В отношении того, в чем лично я разбираюсь лучше всего, предсказания в основном негативные, но в то же время это подтверждает, что креативность математического сообщества по-прежнему не снижается. Все математики-исследователи время от времени чувствуют, что их предмет как будто обладает собственным сознанием. Задачи решаются так, как это нужно математике, а не математикам. Мы выбираем, какие вопросы рассматривать, но мы не можем выбирать, какие у этих вопросов должны быть ответы. Вообще, такое ощущение характерно для двух крупных школ, которые отличает разное отношение к природе математики. Последователи Платона считают, что «идеальные формы» математики ведут своего рода независимое существование «где-то там», в некоем собственном царстве, отличном от материального мира. (Существуют более тонкие формулировки, которые, вероятно, звучат более здраво, но суть именно в этом.) Вторые видят в математике общечеловеческую концепцию. Но, в отличие от большинства подобных концепций — законодательной системы, денег, этики, морали, математика представляет собой конструкцию с прочной логической основой. Существуют серьезные ограничения на то, какие утверждения вы можете или не можете предлагать остальным. Именно из-за этих ограничений возникает впечатление, что математика сама решает, что ей делать и как развиваться; они же создают у математиков ощущение, что их наука существует сама по себе вне зоны человеческой деятельности. Мне представляется, что платонизм — это описание не того, что есть математика на самом деле, а того, как ощущает математику человек, в ней работающий. Примерно так человек, увидевший розу, кровь или светофор, живо ощущает «красное». Философы называют подобные ощущения «первичными», некоторые из них даже считают, что наше ощущение свободы воли на самом деле представляет собой первичное ощущение того, как мозг принимает решения. Выбирая из нескольких вариантов, мы уверены, что действительно свободны в своем выборе, — хотя не исключено, что динамика мозга в каком-то смысле детерминирована. Тогда платонизм — это первичное ощущение участия в общечеловеческом процессе, ограниченном жесткими рамками логических построений.
Так что может показаться, что математика обладает собственным сознанием, даже если на самом деле она создается коллективной интеллектуальной деятельностью людей.
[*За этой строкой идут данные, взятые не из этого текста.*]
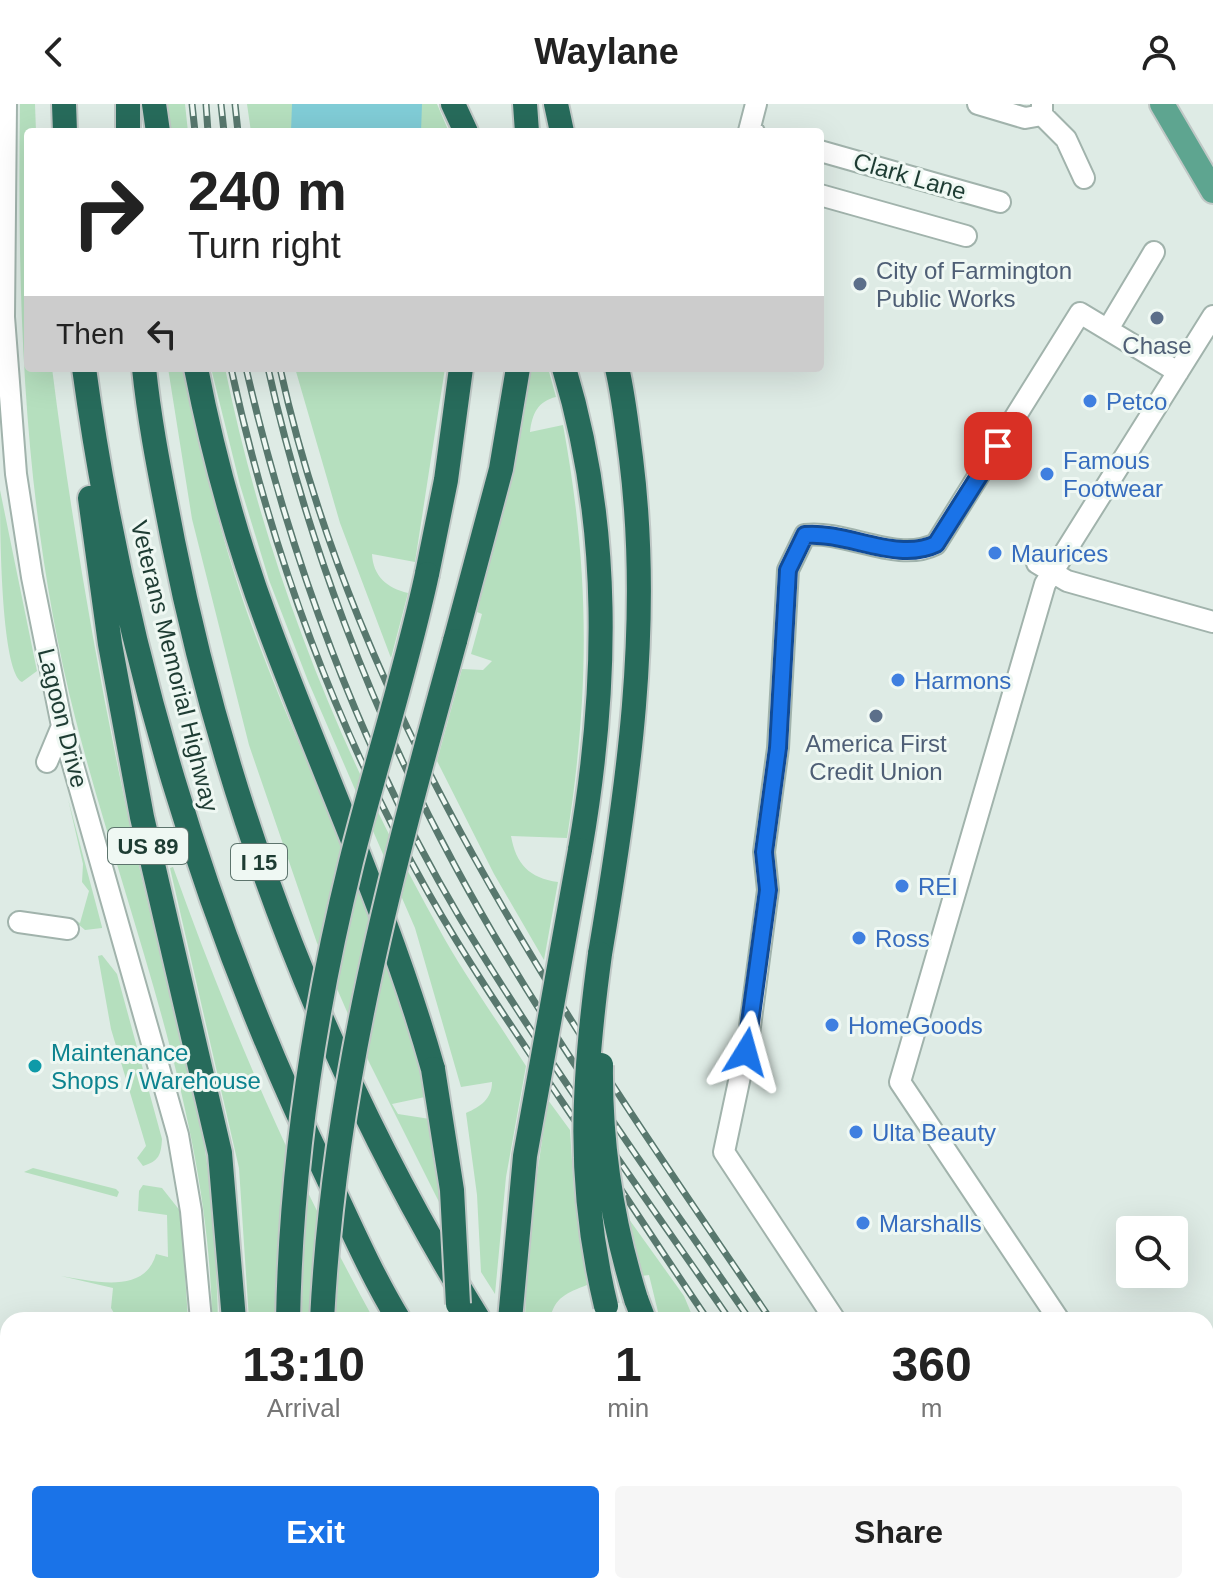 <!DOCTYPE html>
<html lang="en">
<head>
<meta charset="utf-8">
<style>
  :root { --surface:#fff; --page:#f6f6f6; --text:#222; --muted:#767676; --accent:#1a73e8 }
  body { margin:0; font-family:Helvetica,sans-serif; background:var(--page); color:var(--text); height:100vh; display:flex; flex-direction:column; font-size:30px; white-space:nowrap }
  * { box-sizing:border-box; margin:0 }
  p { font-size:26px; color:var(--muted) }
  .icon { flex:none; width:44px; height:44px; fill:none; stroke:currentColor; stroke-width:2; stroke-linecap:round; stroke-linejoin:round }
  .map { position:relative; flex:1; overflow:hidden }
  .drawer { position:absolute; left:0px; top:1208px; width:1214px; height:282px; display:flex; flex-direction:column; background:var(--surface); border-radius:24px 24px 0 0; box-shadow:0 8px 32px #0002 }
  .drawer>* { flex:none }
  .guide { position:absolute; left:24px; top:24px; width:800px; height:244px; border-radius:8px; box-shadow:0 8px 32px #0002; background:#fff; color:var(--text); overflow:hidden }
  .buttons { position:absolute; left:1116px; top:1112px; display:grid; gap:16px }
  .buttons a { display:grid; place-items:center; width:72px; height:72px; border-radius:8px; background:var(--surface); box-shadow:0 8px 32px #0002; font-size:40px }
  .pin { position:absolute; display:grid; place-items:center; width:68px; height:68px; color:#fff; margin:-34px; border-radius:16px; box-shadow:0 4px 12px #0006 }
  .me { position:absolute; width:88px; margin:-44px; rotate:8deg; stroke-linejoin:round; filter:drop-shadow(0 0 6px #0008) }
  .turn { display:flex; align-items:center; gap:28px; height:168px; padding:0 32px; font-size:36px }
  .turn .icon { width:104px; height:104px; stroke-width:2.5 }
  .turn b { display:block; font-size:56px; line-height:68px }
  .then { display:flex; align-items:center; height:76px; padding:0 32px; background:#0003; gap:16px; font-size:30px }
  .eta { display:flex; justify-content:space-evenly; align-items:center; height:136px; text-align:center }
  .eta b { font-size:48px; font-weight:800; line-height:56px }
  .button { display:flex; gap:16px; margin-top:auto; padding:16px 32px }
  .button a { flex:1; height:92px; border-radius:8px; background:var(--accent); color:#fff; font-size:32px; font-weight:800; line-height:92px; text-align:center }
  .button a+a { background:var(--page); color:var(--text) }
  header { display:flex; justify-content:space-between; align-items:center; height:104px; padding:0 32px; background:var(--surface); font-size:36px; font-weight:800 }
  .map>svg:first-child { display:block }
</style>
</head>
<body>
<header><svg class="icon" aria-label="back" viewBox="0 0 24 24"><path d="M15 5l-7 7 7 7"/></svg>Waylane<svg class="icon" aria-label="person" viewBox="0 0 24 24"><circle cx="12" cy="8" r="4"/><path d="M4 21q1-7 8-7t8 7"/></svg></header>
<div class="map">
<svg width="1213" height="1489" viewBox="0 0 1213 1489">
  <rect width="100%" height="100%" fill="#deebe5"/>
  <path fill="#b5dfbe" d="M20 0H35L36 28H28V264H52C72 422 99 579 133 735 153 829 183 922 200 1017 213 1083 216 1150 218 1216H212C209 1010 127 814 76 617 24 414 17 208 20 0Z
    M166 0H185L188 28H169Z
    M247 0H437L449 28H251Z
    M168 264H183C202 355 223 445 256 533 313 685 393 832 425 993L392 1000 398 1010 430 1015 441 1102 369 958 317 839 249 641 192 415Z
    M211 264H225C266 464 339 645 438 823 464 871 497 916 526 962L506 1073 495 1190 481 1168 477 1091 466 1009C480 1003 492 995 492 978L461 983 415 824 308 577 269 476 240 381Z
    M295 264H445L415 458 372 450C373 472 387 484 408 489L391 554 340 419Z
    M530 264H548L556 293C538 297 532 310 530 328L563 321C590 468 590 586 567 734L511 732C516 760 529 774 558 778L544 856 494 770 437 657 462 565 483 566 492 557 471 550 482 510 477 508 515 358Z
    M0 386 37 567 22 578C0 568 0 414 0 386Z
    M68 695 102 823V824L85 826 71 814 80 819 89 787 82 778 83 760Z
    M173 763C229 920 294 1071 374 1216H249L239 1064 170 764Z
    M102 851 117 870 162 1035C161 1051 159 1057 143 1062L137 1054 146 1042 111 925 98 852Z
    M548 996 570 1026 574 1088 587 1181C567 1189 554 1193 550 1216H525L528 1132Z
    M33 1064 116 1085 119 1088 117 1093 24 1068Z
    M143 1081 162 1084 181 1108 188 1216H118L111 1204 113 1184 61 1172C93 1177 145 1191 156 1150L168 1153 167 1111 138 1107 139 1087Z
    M626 1111 684 1192 694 1216H660L649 1171 641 1172Z
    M8 1320V1388L0 1397V1323Z
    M343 1482H412L411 1489H344Z"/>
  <path fill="#80ccd6" d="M292 0H422L421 28H291Z"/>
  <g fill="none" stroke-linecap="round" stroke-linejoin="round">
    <defs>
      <path id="minor" d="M6 0 4 213 16 370 32 473 62 622 178 1031 191 1107 201 1216
        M978 0 1025 14 1042 11
        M1042 0V11L1066 35 1084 74
        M754 28 749 27 756 0
        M820 47 1000 98
        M820 91 966 132
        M1108 225 1154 148
        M1037 459 1067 477 1213 518
        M47 658 62 622
        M19 818 68 825
        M835 1216 724 1048 749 930 768 786 764 748 778 644 788 466 805 431C847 426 897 460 936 440L1080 209 1178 268
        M1059 1216 900 978 1045 480 1213 212
        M1206 1244 1213 1240
        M1206 1301 1213 1296
        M1206 1422 1213 1432
        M1032 1482 1037 1489
        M1122 1482 1127 1489
        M1150 1482 1155 1489
        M159 1489 162 1482"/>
      <path id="major" d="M1162 0 1213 87"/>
      <path id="highway" d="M64 0 65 28
        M128 0V28
        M154 0 158 28
        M453 0 466 28
        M525 0 527 28
        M556 0 562 28
        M84 264C122 543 204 817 326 1070 349 1119 371 1170 399 1216
        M144 264C150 323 162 379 173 437 228 713 331 977 479 1216
        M196 264C213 351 237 438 268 521 323 670 390 812 433 965
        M564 264C612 422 608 585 580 746
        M90 394 110 540 142 713 220 1049 234 1216
        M427 470 446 376 461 264
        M455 537 501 365 518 264
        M600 850C628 685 652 521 631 354 627 324 624 294 617 264
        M636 1195 644 1216
        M246 1482V1489
        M295 1482 296 1489
        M327 1482V1489
        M524 1482 525 1489
        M549 1482 551 1489
        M572 1482 578 1489
        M669 1482 675 1489
        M747 1482 752 1489
        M808 1482 813 1489
        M423 1489 424 1482
        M450 1489 451 1482"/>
    </defs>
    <use href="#minor" stroke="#a1b3ac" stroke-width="24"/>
    <use href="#major" stroke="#c0c8c6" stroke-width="28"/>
    <use href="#highway" stroke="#c0c8c6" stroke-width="28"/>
    <use href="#minor" stroke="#fff" stroke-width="20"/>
    <use href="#major" stroke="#5ea590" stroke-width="24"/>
    <use href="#highway" stroke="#276b5b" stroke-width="24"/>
    <defs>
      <path id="rail" d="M192 0 195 28
        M206 0 208 28
        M221 0 224 28
        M235 0 238 28
        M231 264C271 447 337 627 429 790 471 864 516 929 563 999 612 1071 659 1144 708 1216
        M246 264C290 454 360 646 460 814 543 952 639 1084 730 1216
        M268 264C306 435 371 606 454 760 539 919 648 1067 750 1216
        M280 264C358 618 570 922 771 1216
        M890 1482 895 1489
        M912 1482 917 1489
        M933 1482 938 1489
        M954 1482 958 1489"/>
    </defs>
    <use href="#rail" stroke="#58786e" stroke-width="7"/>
    <use href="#rail" stroke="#eff8f3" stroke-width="4" stroke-dasharray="12" stroke-linecap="butt"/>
    <defs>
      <path id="highway-bridge" d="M600 850C583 975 576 1077 606 1202
        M601 961C600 1042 612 1118 636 1195
        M433 965 452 1086 458 1200
        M288 1216C291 1062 314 908 351 758 375 662 406 567 427 470
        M322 1216C334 978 392 766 455 537
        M510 1216 525 1052 580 746"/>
    </defs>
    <use href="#highway-bridge" stroke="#c0c8c6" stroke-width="28" stroke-linecap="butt"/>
    <use href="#highway-bridge" stroke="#276b5b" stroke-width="24"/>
  </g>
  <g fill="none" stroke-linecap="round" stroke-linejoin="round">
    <defs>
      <path id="route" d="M746 948 768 786 764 748 778 644 788 466 805 431C847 427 897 459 936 440L998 342"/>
    </defs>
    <use href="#route" stroke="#114b97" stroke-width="20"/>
    <use href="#route" stroke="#1a73e8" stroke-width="14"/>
  </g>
  <g fill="#5c6f8a" stroke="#eff8f3" stroke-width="3">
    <circle cx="860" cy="180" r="8"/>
    <circle cx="1157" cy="214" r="8"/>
    <circle cx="876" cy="612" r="8"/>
  </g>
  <g fill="#3f7fe0" stroke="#eff8f3" stroke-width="3">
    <circle cx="1090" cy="297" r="8"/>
    <circle cx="1047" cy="370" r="8"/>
    <circle cx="995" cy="449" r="8"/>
    <circle cx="898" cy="576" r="8"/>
    <circle cx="902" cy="782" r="8"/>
    <circle cx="859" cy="834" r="8"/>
    <circle cx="832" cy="921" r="8"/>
    <circle cx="856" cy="1028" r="8"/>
    <circle cx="863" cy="1119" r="8"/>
  </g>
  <circle fill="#0f9aa8" stroke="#eff8f3" stroke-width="3" cx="35" cy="962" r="8"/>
  <g text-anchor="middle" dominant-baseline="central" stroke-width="6" stroke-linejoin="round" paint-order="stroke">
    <g fill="#eff8f3" stroke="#5d746d" stroke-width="2">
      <rect x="108" y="724" width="80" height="36" rx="6"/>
      <rect x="231" y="740" width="56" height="36" rx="6"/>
    </g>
    <g font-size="22" font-weight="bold" fill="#1e3c33">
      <text x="148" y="742">US 89</text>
      <text x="259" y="758">I 15</text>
    </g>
    <g font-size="24" fill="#1e3c33" stroke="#eff8f3">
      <text transform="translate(910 72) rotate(16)">Clark Lane</text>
      <text transform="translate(175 562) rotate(76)">Veterans Memorial Highway</text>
      <text transform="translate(63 614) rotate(76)">Lagoon Drive</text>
    </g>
    <g font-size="24" fill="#4e5e75" stroke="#eff8f3">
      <text x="876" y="166" text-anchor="start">City of Farmington<tspan x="876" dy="28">Public Works</tspan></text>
      <text x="1157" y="241">Chase</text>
      <text x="876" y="639">America First<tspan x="876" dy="28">Credit Union</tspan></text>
    </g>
    <g font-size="24" fill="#366cbe" stroke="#eff8f3" text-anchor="start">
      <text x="1106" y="297">Petco</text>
      <text x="1063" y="356">Famous<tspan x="1063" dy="28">Footwear</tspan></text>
      <text x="1011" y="449">Maurices</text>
      <text x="914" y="576">Harmons</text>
      <text x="918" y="782">REI</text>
      <text x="875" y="834">Ross</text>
      <text x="848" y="921">HomeGoods</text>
      <text x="872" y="1028">Ulta Beauty</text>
      <text x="879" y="1119">Marshalls</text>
    </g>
    <g font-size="24" fill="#0d838f" stroke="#eff8f3" text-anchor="start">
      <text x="51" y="948">Maintenance<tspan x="51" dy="28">Shops / Warehouse</tspan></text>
    </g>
  </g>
</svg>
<div class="buttons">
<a><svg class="icon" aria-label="search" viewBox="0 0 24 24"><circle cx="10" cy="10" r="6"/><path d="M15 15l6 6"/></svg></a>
</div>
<div class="pin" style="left:998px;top:342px;background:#d93025"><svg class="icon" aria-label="arrive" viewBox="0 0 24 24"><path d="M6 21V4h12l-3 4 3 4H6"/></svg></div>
<svg class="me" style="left:746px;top:948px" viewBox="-20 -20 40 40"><path d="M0-17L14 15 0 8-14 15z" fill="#1a73e8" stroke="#fff" stroke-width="4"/></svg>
<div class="guide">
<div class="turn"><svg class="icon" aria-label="right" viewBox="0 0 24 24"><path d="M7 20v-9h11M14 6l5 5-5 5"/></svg><div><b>240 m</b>Turn right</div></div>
<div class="then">Then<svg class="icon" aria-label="left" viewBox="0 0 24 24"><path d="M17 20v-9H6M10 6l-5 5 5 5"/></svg></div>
</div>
<section class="drawer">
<div class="eta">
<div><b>13:10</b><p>Arrival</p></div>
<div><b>1</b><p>min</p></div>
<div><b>360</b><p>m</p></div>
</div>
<div class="button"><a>Exit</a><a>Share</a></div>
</section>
</div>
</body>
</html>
История учит нас, что математическое сознание — в этом смысле — более изобретательно и удивительно, чем можно себе представить. Все это лишь подходы к моему главному утверждению: единственное, что можно с уверенностью предсказать в математике, это ее непредсказуемость. Важнейшие математические вопросы начавшегося столетия возникнут как естественные, иногда даже неизбежные, следствия накопления наших знаний о нынешних великих задачах математики. Однако почти наверняка это будут вопросы, которые никто сегодня не может даже вообразить. Это верно и правильно, и нам нужно этому радоваться.